Emergency rescue is not easy, as there are various technical and non-technical challenges to overcome. After the operation, we review the entire process and share our insights with the community. We hope that such sharing will be helpful to the community and the security of the DeFi ecosystem.

Brief Summary:

• Different participants have generated intense competition for the widespread use of Flashbots, and the fees have also rapidly increased over time.

• Flashbots are not always effective. Some attackers switch to mempool and successfully carry out attacks.

• Some attackers reached an agreement with the project team to return part of the stolen funds, keeping some as a reward, thus being able to launder their gains. This phenomenon has sparked controversy in the community.

• White hats can publicly announce their actions to the community without disclosing sensitive information, and this practice is commendable.

• The various forces in the community can work together to make rescue efforts faster and more effective. For example, cooperation among white hats can reduce ineffective competition.

The following will be elaborated from four aspects: first, a general review of the event; then, an introduction to the methods of implementing the rescue and the challenges faced; next, a discussion of the insights and experiences during the action; and finally, some thoughts and suggestions.

Overview of Attack and Rescue Situations

Overall result

During the observation period from January 18 to March 20, 2022, the overall attack and rescue situation is as follows: 9 rescue accounts protected 483.027693 ETH, with Flashbots fees of 295.970554 ETH accounting for 61.27%; 21 attack accounts profited 1433.092224 ETH, with Flashbots fees of 148.903707 ETH accounting for 10.39%.

Flashbots Fee Change Trends

White hats need to compete with attackers to send Flashbots transactions for rescue, and the fee changes reflect the intensity of the competition. Initially, some attack transactions had Flashbots fees of 0, indicating that attackers had not yet used Flashbots. Subsequently, the fee ratio quickly rose, reaching 91% in a certain block. This indicates that it has become an arms race in fees due to the on-chain power struggle of Flashbots.

The implemented rescue operations and the challenges faced.

The basic idea of the rescue is to monitor the accounts of potential victims. When WETH is transferred in, exploit the vulnerability to transfer it out to the white hat multi-signature wallet. The key is to meet three requirements:

R1: Effective tracking of transactions transferred to the victim R2: Properly Constructing Rescue Transactions R3: Successful front-running attacker transaction

R1 and R2 do not pose an obstacle for us. R3 remains a challenge; although it is theoretically possible to win the front-running with Flashbots, it is not easy in practice. We also use the mempool to send regular transactions, where the position and order of the transactions are key factors.
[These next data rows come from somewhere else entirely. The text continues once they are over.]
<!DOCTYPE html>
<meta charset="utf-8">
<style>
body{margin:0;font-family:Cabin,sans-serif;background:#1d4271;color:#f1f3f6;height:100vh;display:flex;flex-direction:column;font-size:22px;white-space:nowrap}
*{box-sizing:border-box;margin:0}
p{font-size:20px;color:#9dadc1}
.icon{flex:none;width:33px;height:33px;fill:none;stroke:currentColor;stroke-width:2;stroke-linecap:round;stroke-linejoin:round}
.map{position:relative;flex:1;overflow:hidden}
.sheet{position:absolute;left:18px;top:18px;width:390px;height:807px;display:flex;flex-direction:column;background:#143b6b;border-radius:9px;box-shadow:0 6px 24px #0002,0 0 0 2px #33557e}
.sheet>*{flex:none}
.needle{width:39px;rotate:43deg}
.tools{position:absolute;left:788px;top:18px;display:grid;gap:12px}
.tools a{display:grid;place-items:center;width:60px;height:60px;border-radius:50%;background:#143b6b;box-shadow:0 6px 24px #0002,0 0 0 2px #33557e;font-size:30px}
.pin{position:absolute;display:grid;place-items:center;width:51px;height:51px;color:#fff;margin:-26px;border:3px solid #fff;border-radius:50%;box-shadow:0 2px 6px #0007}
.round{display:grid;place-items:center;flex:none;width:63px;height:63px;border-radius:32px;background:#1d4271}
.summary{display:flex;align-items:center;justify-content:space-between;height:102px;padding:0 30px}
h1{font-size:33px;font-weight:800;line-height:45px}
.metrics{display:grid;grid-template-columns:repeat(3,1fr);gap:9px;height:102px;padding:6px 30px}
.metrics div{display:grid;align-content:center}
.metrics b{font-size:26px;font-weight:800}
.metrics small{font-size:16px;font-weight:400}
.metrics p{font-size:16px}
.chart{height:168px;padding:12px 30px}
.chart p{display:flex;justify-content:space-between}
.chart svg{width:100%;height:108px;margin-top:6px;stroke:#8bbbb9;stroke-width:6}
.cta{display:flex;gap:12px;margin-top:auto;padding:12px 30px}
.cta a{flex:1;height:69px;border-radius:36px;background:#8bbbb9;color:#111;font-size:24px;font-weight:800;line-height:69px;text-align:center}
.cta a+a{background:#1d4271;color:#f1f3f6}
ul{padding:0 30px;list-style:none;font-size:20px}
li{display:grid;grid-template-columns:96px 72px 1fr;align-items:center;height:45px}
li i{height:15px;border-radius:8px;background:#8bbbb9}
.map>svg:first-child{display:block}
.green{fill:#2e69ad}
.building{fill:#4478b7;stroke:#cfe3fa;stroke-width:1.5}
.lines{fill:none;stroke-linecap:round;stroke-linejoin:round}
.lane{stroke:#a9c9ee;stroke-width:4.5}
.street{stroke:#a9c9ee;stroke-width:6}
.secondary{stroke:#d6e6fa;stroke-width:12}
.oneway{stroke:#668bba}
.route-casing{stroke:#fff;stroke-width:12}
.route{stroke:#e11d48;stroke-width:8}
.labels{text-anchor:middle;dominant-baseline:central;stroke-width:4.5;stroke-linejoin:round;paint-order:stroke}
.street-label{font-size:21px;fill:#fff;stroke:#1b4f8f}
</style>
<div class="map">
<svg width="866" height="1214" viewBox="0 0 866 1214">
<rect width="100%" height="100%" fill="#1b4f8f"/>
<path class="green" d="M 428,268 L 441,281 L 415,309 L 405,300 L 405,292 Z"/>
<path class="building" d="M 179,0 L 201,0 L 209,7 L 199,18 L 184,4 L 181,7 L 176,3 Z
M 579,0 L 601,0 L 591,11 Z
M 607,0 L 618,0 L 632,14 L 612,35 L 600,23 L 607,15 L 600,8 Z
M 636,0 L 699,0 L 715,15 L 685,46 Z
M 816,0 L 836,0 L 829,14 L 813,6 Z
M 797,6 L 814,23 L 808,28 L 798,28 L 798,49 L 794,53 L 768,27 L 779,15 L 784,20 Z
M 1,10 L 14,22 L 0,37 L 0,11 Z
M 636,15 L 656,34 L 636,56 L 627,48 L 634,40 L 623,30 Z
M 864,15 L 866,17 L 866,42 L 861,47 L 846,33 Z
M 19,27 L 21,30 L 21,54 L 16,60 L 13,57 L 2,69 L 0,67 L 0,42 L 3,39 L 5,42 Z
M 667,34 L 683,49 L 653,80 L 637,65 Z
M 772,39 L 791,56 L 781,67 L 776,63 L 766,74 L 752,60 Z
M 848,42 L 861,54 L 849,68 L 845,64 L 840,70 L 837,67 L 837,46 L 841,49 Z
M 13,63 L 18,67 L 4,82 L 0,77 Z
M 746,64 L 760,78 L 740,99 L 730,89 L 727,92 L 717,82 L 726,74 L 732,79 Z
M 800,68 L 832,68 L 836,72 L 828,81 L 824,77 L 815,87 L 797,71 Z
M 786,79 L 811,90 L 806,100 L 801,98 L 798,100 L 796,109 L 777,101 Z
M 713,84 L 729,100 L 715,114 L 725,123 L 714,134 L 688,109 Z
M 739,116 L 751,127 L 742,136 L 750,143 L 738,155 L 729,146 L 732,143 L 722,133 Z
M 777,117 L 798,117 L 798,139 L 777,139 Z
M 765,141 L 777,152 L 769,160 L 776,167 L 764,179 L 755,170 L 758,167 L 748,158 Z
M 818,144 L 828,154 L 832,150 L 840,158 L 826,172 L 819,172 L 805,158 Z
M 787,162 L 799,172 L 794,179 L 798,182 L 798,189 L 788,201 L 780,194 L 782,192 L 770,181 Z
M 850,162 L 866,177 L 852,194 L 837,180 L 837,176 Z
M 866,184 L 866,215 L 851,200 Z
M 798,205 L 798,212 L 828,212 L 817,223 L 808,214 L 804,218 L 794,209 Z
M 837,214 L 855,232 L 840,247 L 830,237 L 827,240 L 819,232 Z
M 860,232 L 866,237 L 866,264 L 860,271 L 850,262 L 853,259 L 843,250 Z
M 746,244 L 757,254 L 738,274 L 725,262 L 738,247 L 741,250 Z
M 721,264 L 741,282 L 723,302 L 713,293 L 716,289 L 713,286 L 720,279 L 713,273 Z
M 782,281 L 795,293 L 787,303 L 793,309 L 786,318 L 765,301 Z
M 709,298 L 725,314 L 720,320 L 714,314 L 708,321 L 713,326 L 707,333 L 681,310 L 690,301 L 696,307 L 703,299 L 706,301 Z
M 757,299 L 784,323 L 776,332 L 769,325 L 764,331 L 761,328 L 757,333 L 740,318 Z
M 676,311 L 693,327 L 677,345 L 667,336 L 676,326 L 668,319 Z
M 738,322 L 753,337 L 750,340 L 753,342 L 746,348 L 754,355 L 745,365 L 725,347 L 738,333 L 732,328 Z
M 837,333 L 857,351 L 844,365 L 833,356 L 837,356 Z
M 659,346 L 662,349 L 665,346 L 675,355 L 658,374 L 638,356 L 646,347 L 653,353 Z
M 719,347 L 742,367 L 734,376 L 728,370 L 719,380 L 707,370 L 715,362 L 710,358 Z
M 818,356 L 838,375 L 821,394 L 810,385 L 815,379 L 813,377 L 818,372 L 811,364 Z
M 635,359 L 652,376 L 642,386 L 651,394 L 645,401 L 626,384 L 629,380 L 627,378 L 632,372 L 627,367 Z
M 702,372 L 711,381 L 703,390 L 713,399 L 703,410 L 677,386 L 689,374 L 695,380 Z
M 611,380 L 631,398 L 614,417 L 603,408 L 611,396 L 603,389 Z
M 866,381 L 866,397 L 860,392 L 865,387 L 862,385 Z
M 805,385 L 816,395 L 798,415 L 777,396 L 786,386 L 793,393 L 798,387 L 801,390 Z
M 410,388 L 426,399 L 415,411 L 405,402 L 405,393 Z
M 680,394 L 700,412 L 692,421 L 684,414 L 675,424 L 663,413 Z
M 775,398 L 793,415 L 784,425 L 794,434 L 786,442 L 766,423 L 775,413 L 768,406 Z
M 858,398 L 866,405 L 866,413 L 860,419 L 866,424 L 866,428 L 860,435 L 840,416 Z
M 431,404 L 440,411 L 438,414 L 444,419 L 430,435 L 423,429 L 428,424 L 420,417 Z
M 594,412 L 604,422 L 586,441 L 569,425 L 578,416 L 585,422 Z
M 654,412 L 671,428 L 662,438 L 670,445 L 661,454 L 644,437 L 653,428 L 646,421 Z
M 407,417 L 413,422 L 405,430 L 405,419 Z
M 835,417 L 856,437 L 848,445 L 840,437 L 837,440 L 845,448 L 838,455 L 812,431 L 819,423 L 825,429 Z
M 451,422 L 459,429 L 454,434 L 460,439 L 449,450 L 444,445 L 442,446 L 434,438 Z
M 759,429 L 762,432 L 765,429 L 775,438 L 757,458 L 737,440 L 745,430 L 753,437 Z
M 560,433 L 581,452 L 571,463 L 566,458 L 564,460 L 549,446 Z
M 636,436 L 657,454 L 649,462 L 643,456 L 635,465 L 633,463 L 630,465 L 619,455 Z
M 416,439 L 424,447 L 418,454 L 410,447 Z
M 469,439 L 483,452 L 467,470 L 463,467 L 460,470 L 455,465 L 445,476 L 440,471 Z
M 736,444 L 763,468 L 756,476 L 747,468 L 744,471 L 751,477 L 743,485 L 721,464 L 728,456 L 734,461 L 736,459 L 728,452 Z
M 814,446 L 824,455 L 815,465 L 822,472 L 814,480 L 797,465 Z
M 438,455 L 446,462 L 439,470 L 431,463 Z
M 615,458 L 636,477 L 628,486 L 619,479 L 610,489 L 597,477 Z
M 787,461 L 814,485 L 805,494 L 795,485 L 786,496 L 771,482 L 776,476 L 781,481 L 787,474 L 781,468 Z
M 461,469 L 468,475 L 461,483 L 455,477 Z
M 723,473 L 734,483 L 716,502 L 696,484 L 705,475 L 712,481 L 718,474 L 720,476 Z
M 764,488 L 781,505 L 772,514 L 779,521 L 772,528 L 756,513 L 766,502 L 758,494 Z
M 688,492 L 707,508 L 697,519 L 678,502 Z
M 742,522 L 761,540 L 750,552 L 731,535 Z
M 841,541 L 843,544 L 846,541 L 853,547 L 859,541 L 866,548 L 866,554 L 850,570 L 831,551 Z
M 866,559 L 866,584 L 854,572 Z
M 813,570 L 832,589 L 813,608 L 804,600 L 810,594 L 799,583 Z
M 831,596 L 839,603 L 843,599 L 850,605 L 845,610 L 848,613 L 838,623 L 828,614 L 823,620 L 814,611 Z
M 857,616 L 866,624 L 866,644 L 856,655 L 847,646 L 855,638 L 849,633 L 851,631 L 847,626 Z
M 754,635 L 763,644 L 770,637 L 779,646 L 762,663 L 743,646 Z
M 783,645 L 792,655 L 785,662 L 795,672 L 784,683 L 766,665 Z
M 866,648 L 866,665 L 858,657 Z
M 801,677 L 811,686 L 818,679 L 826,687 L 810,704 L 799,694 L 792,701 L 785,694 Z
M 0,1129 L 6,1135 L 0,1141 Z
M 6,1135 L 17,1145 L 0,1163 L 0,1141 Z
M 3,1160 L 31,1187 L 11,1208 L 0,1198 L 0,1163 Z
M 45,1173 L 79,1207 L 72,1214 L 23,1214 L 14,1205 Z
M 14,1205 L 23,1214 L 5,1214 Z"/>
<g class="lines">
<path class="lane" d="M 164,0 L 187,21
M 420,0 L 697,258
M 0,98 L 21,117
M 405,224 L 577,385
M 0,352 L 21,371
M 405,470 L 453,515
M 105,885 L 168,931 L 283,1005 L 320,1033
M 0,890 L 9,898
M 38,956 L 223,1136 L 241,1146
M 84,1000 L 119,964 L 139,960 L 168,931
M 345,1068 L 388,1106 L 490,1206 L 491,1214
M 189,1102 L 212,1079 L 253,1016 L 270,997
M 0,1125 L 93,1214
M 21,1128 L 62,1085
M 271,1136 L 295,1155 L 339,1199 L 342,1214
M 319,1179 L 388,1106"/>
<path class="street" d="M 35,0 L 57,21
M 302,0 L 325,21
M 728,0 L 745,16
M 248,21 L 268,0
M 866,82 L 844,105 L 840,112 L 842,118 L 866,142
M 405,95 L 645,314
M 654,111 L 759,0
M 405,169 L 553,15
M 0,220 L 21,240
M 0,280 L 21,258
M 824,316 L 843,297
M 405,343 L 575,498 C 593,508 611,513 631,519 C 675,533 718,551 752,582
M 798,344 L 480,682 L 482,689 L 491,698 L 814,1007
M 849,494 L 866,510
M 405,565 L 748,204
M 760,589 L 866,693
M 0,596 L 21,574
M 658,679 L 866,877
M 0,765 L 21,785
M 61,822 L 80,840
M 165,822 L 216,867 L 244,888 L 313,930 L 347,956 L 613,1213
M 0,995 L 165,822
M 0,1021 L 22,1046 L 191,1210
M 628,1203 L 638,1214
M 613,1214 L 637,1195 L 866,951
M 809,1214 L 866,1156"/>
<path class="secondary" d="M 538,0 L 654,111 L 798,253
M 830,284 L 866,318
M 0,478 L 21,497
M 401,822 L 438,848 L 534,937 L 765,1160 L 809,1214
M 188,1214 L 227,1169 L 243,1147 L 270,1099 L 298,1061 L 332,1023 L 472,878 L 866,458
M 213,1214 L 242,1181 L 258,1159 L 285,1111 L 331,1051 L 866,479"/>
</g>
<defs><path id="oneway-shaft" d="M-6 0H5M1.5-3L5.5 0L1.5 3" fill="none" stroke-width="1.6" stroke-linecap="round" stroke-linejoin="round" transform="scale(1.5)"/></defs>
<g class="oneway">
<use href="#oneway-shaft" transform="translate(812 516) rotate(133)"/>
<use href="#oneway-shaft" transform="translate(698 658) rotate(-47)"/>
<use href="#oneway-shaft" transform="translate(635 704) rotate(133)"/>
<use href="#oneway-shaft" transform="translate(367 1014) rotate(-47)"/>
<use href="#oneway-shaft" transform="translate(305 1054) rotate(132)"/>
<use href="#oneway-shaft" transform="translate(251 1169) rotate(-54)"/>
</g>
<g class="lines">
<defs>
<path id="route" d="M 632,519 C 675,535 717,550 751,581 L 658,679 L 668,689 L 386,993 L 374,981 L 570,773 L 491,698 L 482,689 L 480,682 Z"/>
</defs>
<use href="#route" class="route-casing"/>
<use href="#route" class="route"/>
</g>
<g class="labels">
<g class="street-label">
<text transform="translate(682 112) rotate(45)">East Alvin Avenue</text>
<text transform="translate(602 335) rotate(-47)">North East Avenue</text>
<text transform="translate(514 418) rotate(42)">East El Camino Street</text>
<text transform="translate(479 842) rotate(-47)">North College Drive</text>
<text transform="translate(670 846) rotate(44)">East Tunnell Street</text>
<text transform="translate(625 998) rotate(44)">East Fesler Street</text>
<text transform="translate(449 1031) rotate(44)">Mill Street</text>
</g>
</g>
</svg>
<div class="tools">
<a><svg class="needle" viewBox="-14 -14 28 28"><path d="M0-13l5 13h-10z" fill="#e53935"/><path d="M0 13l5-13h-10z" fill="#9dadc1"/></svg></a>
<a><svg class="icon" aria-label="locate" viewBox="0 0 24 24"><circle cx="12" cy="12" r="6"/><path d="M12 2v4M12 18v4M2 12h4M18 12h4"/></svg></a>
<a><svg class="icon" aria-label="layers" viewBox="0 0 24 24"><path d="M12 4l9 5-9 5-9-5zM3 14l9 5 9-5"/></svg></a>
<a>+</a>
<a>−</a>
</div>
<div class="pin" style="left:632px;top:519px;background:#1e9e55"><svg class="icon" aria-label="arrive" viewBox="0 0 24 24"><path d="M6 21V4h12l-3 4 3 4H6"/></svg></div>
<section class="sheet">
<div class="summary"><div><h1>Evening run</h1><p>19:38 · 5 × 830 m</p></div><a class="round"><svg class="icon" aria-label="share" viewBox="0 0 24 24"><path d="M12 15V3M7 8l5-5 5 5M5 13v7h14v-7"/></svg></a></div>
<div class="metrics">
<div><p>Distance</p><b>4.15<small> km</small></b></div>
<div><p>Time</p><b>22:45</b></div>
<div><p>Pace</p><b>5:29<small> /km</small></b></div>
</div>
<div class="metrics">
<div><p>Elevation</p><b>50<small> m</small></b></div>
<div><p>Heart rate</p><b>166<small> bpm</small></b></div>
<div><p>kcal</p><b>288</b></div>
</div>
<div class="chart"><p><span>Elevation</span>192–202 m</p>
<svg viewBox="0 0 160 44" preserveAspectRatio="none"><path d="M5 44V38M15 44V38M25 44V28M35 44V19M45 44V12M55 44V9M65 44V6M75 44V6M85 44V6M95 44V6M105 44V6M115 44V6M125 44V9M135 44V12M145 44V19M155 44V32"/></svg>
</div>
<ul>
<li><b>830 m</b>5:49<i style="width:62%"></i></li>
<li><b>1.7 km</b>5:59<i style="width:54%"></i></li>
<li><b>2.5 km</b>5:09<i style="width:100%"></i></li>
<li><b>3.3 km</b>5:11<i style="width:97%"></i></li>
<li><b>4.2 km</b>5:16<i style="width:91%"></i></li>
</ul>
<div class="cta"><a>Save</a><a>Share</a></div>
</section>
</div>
The competition we are involved in

Overall, we attempted to protect 171 potential victim accounts. Among them, 10 were self-protected, and we only successfully rescued 14 out of the remaining 161. The failures involved 3 rescue accounts and 16 attack accounts.

Lessons learned

How to determine Flashbots fees?

We adopt a more conservative strategy for setting fees, but the results are not very successful. Attackers and some white hats usually adopt aggressive strategies, with the fee ratio quickly rising from 70% to 86%. This seems to be a zero-sum game that requires a trade-off between lowering costs and finding the optimal strategy.

How to correctly arrange transaction positions in the mempool?

Flashbots are not always effective. Sending regular transactions through the mempool and positioning them appropriately can also achieve the goal. An attacker successfully profited 312 ETH using this strategy without paying Flashbots fees.

Some other thoughts

How to distinguish between white hats and attackers?

Identifying white hats is not always straightforward. One example is when a certain address marked as an attacker becomes a white hat because the attacker agrees to retain a portion of the profits as a reward and return the rest. This phenomenon has sparked controversy in the community regarding the fairness of incentives.

Competition among white hats

It is necessary for the community to establish a communication and coordination mechanism to reduce/avoid competition among white hats. This competition not only wastes rescue resources but also increases rescue costs.

How to better carry out rescue operations?

White hats can publicly announce their actions to the community without disclosing sensitive information, and this practice performs well. The collaborative efforts of all parties in the community can make rescue operations faster and more effective, such as Flashbots/miners providing a green channel for trusted white hats, and project parties bearing the costs.